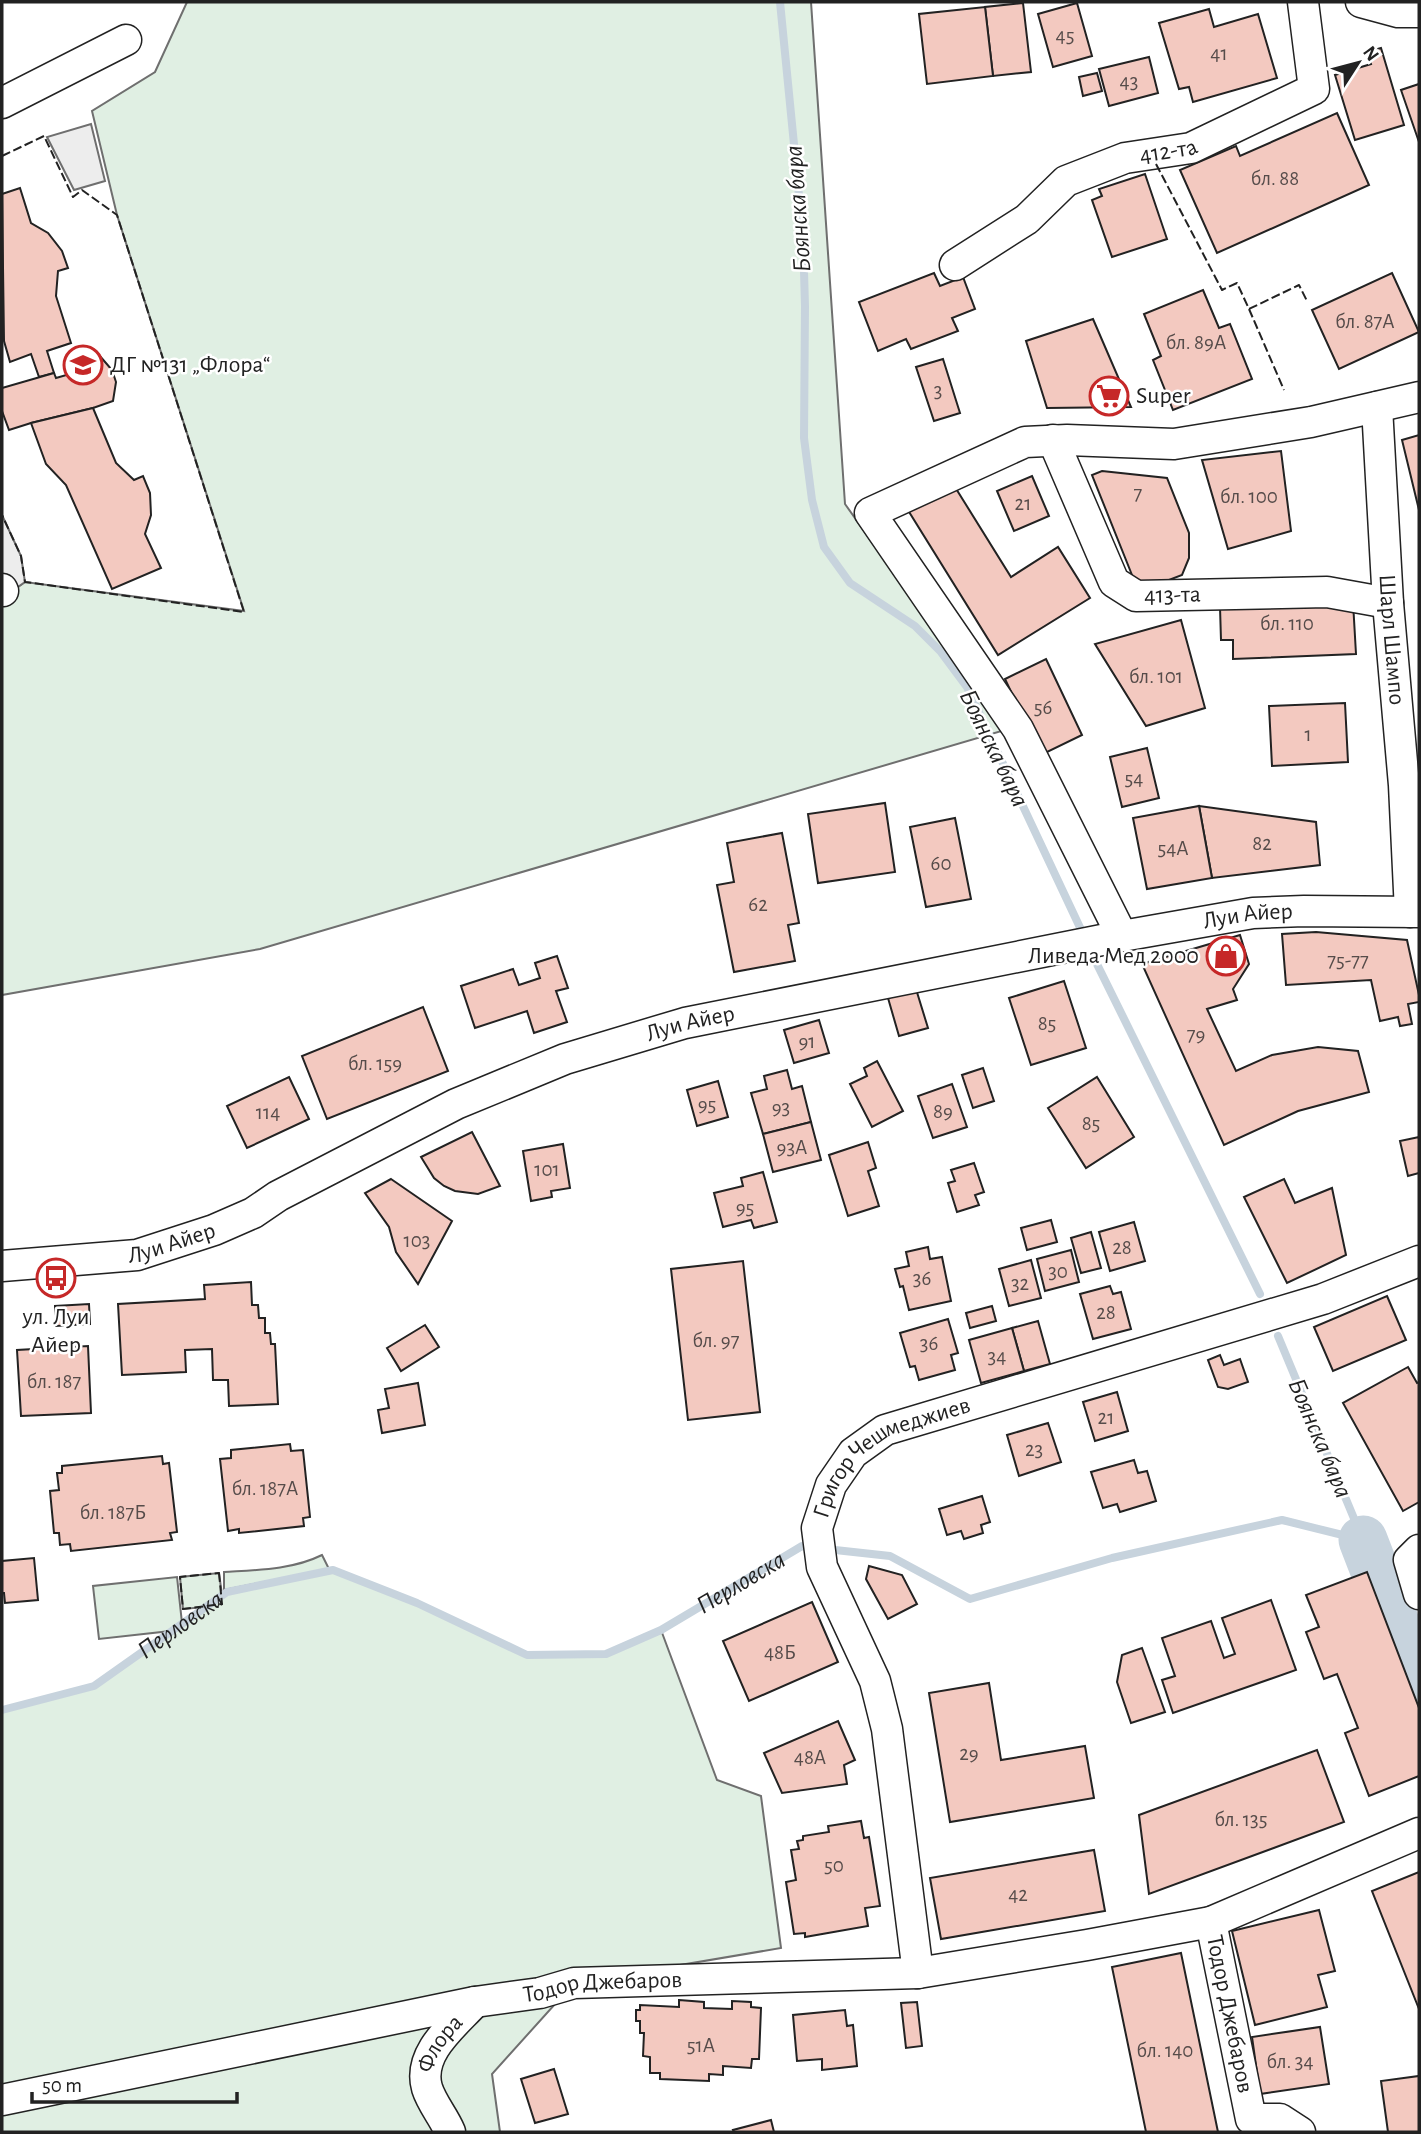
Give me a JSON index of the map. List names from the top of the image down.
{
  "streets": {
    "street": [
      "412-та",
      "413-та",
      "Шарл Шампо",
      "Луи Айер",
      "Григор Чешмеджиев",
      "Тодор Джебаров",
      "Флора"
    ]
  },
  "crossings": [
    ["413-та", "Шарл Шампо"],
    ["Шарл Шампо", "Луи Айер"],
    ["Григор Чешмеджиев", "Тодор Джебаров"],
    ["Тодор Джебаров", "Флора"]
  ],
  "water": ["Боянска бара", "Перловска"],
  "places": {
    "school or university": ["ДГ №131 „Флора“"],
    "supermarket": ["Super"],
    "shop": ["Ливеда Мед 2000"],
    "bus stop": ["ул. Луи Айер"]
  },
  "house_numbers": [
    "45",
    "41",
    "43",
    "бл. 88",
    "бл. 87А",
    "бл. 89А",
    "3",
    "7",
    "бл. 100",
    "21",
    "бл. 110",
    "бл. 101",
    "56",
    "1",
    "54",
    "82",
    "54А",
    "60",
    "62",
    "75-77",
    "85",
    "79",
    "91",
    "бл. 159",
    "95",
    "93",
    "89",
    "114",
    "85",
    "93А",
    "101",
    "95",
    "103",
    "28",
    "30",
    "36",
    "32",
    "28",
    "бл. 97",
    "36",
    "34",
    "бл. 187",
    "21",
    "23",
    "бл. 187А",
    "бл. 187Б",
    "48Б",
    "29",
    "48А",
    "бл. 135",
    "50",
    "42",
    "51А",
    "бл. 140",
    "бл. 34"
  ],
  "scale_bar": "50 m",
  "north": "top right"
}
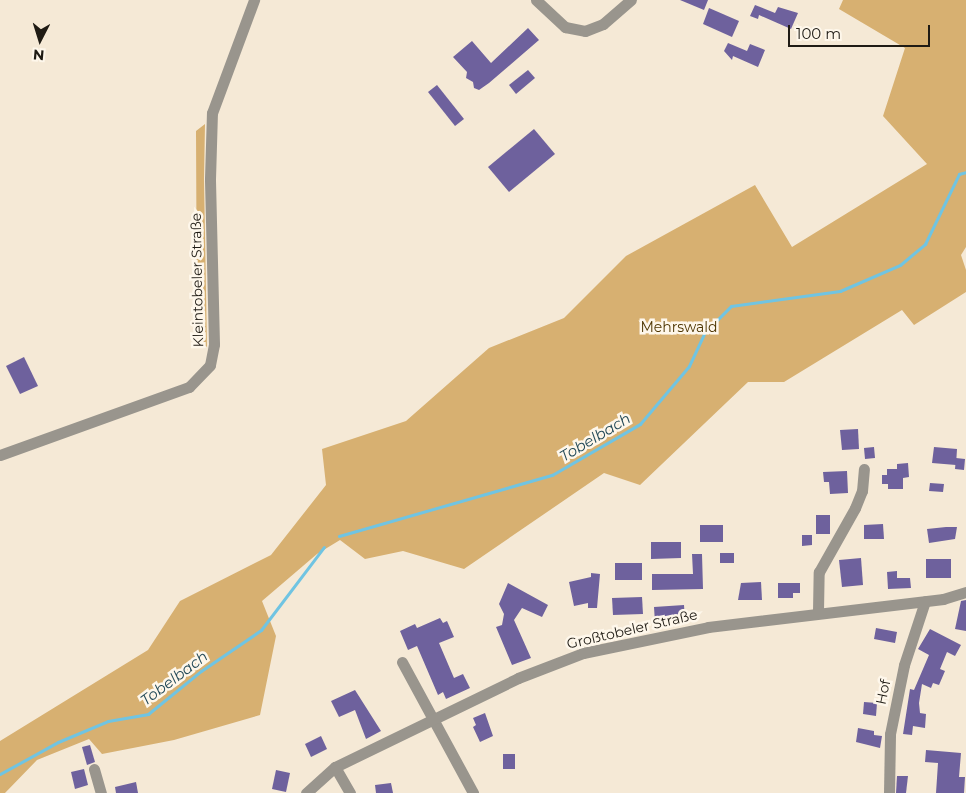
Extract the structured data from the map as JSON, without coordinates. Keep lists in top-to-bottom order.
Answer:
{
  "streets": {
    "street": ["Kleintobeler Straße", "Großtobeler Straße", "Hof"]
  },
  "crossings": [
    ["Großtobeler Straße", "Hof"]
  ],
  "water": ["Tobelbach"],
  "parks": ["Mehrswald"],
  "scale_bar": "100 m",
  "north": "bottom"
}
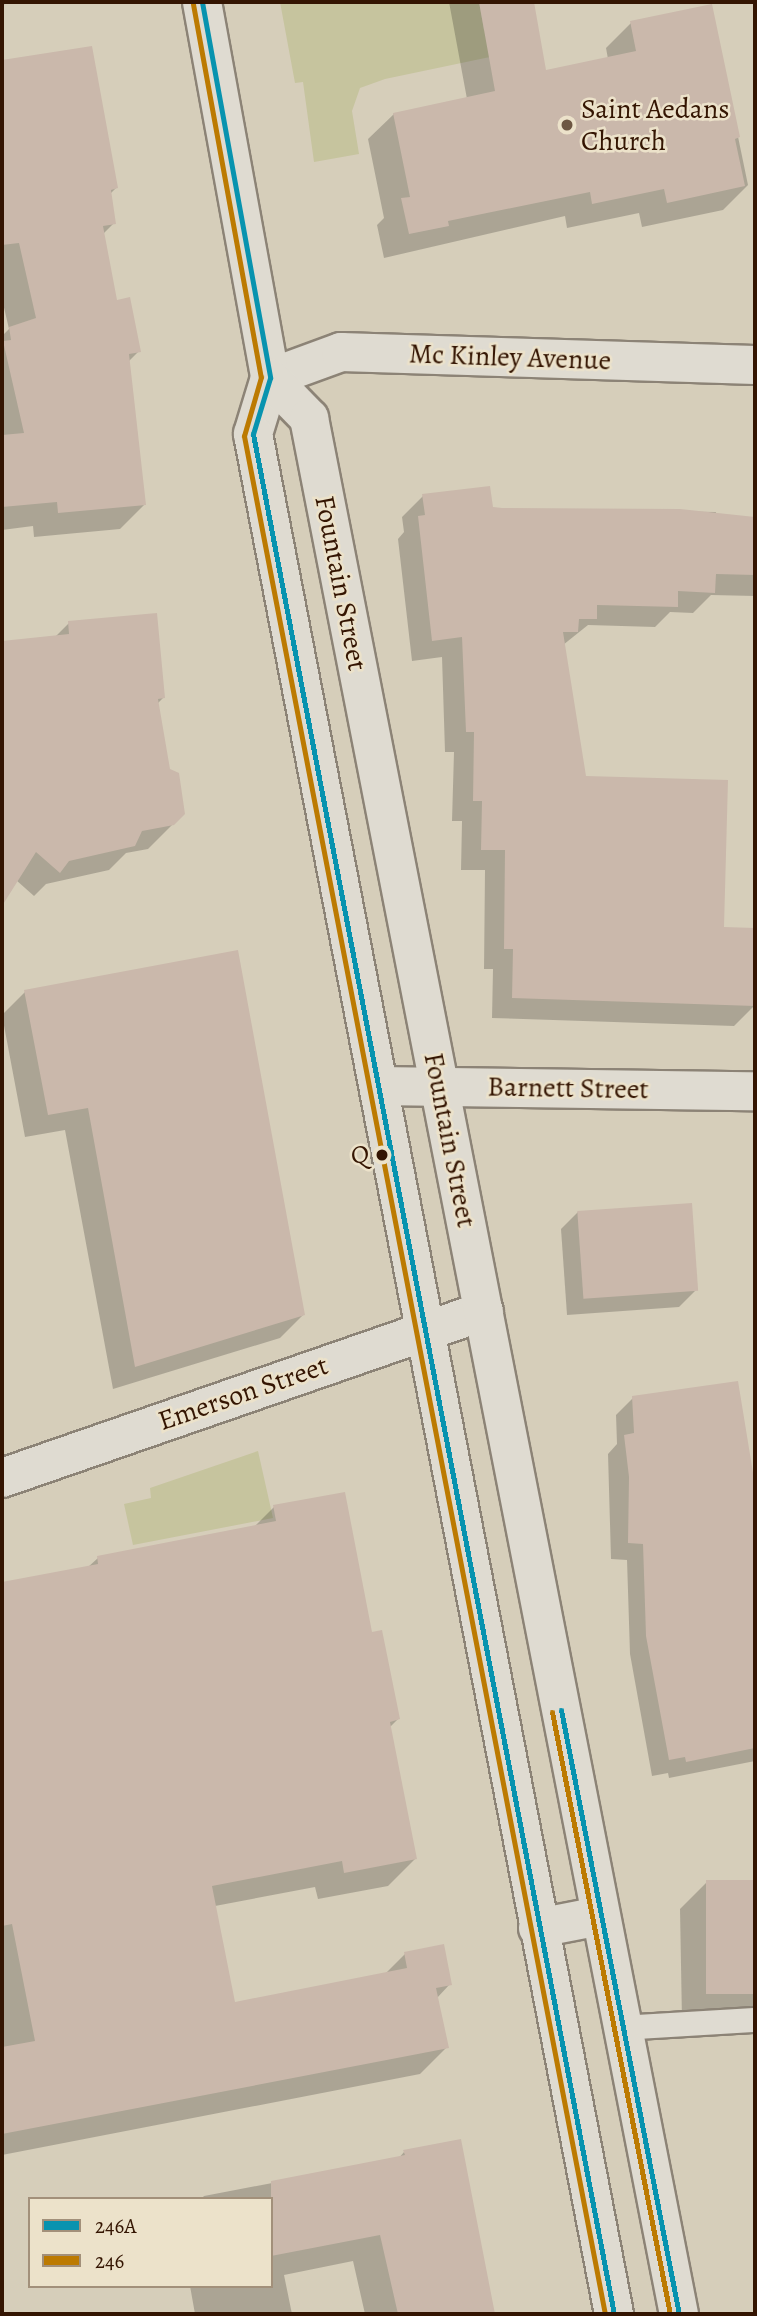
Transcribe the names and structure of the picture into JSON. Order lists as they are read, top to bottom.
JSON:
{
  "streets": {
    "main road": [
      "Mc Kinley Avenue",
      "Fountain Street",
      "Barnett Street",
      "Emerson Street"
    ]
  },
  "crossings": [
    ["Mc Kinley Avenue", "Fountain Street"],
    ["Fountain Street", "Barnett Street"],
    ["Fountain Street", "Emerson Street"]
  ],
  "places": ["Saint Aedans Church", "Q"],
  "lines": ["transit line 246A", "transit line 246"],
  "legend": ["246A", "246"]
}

------------------------------------

To do
Out of the records, collect only those lines that contain the string "JSON".

Exercise answer
Give me a JSON index of the map. List names from the top of the image down.
Extract the structured data from the map as JSON, without coordinates. Keep lists in top-to-bottom order.
Transcribe the names and structure of the picture into JSON. Order lists as they are read, top to bottom.
JSON:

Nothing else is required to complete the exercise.